*Task to carry out*.
Quote every line of the data below as it stands, omitting pictures.

**** Exercise material ****

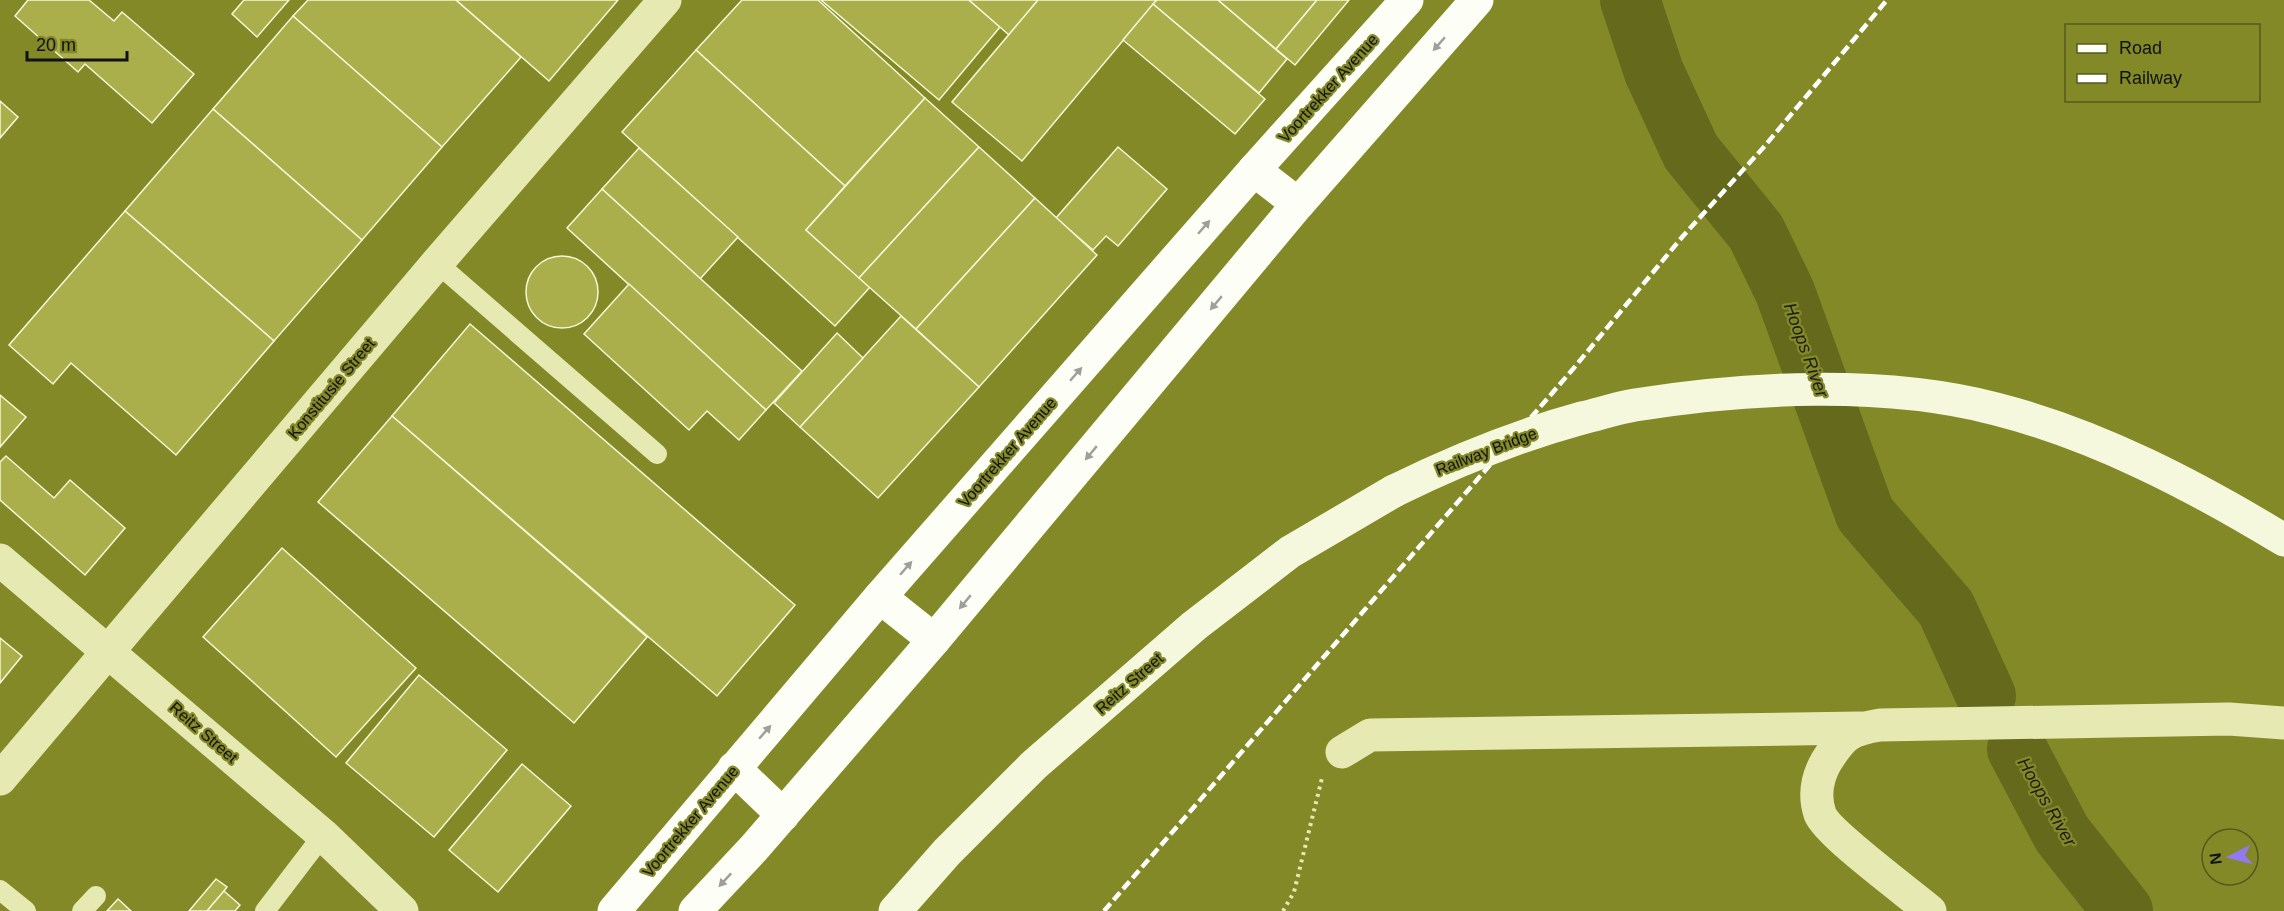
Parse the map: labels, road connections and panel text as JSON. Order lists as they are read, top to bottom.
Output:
{
  "streets": {
    "main road": ["Voortrekker Avenue"],
    "street": ["Konstitusie Street", "Railway Bridge", "Reitz Street"]
  },
  "crossings": [
    ["Konstitusie Street", "Reitz Street"],
    ["Railway Bridge", "Reitz Street"]
  ],
  "water": ["Hoops River"],
  "legend": ["Road", "Railway"],
  "scale_bar": "20 m",
  "north": "left"
}
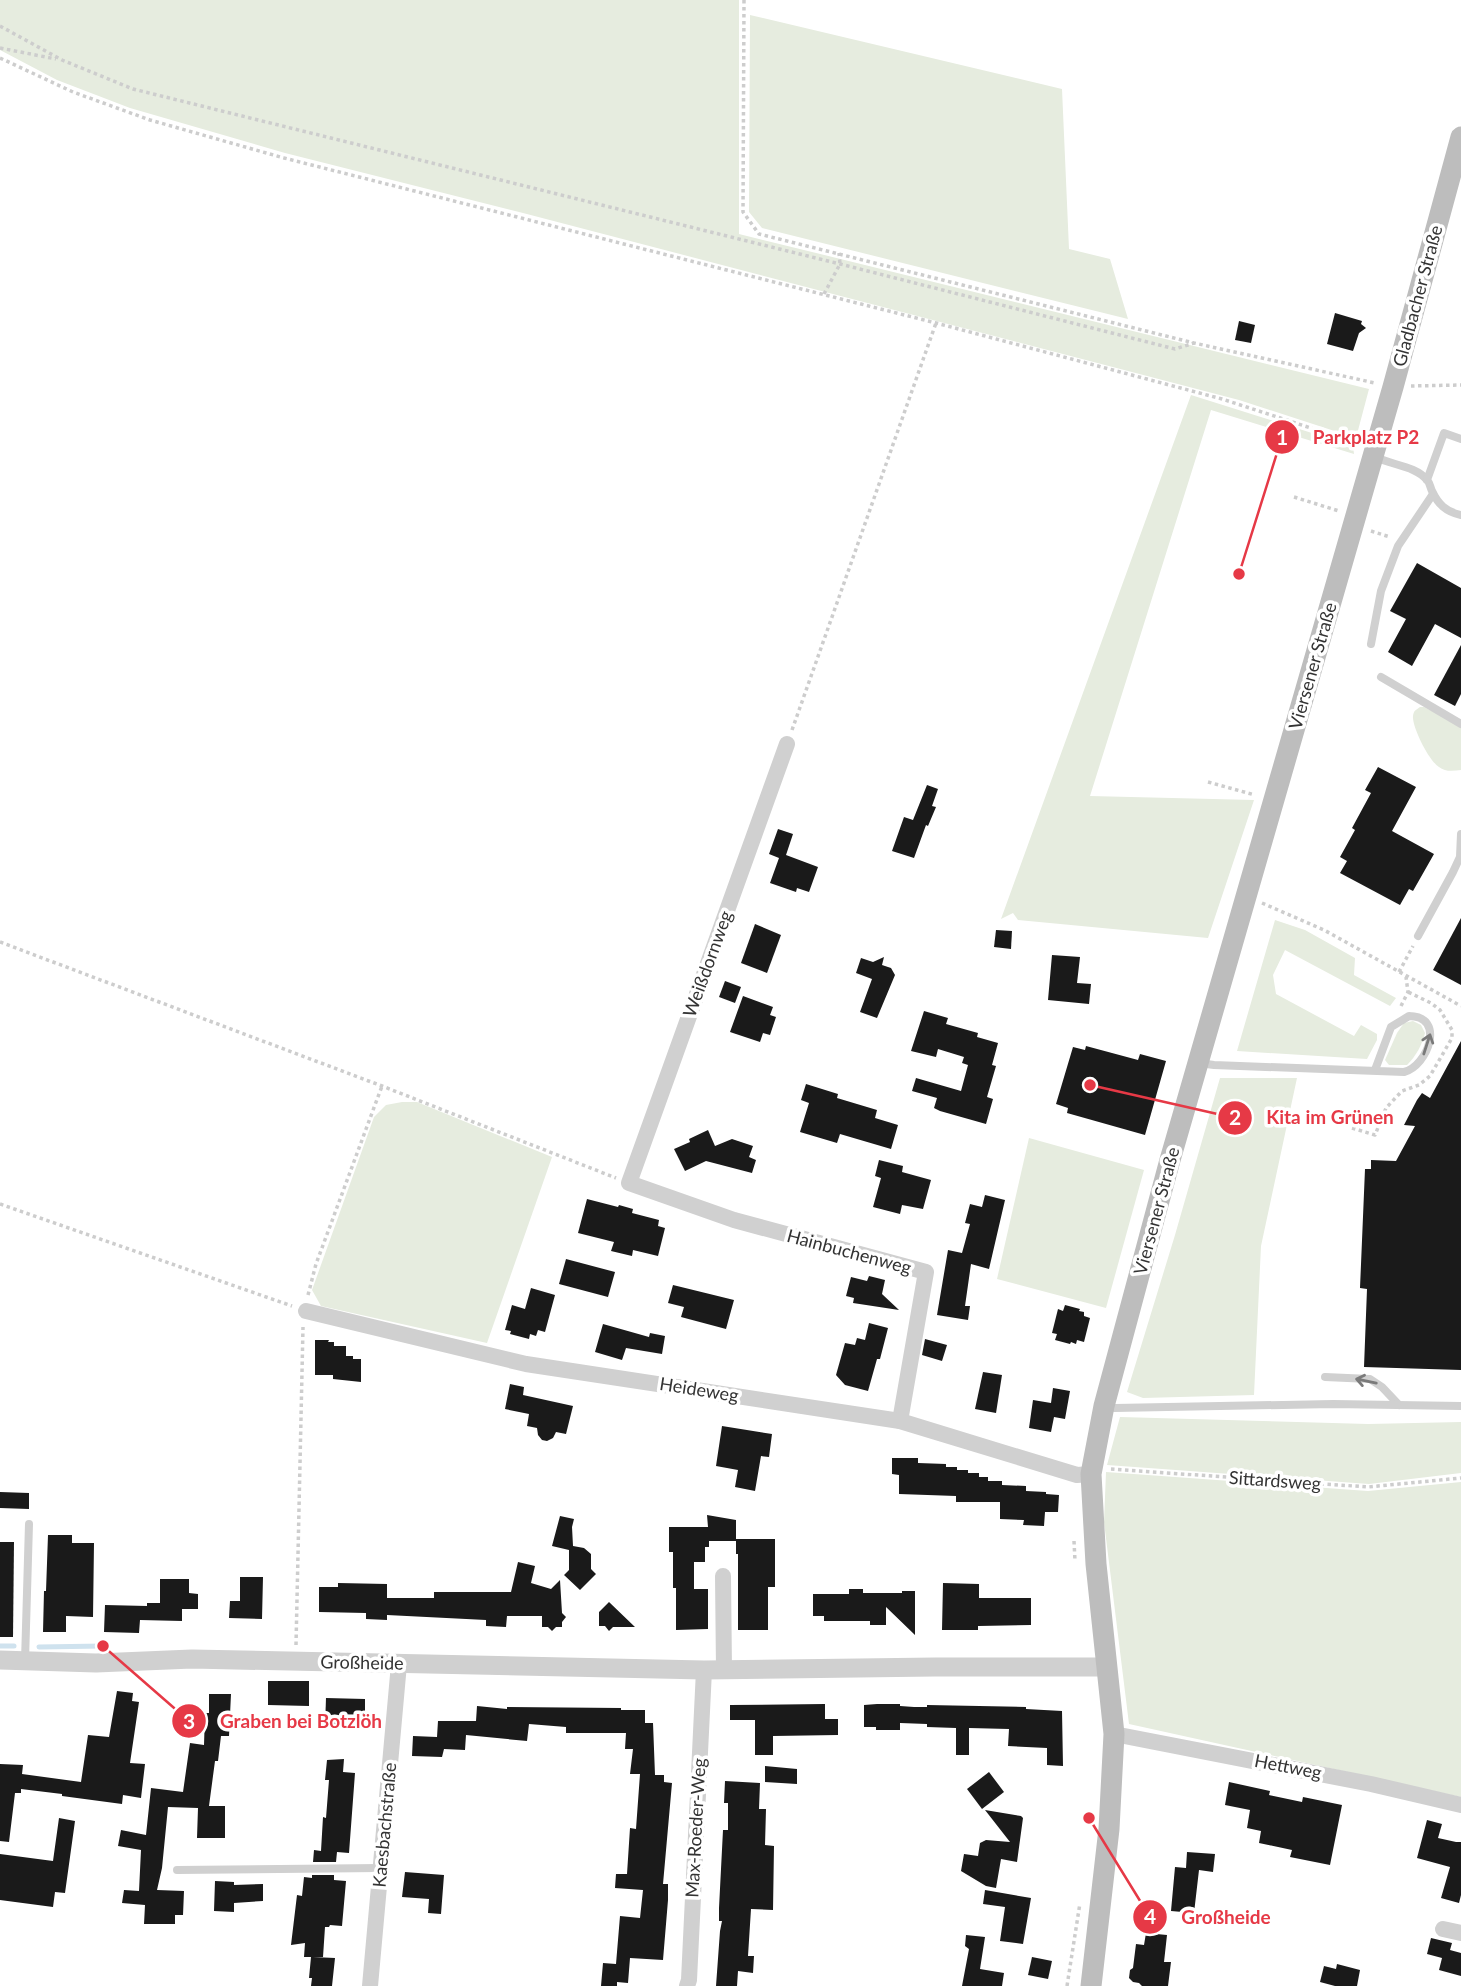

****

*Solution to the exercise*.
Parse the map: labels, road connections and panel text as JSON. Order lists as they are read, top to bottom.
Output:
{
  "streets": {
    "main road": ["Voortrekker Avenue"],
    "street": ["Konstitusie Street", "Railway Bridge", "Reitz Street"]
  },
  "crossings": [
    ["Konstitusie Street", "Reitz Street"],
    ["Railway Bridge", "Reitz Street"]
  ],
  "water": ["Hoops River"],
  "legend": ["Road", "Railway"],
  "scale_bar": "20 m",
  "north": "left"
}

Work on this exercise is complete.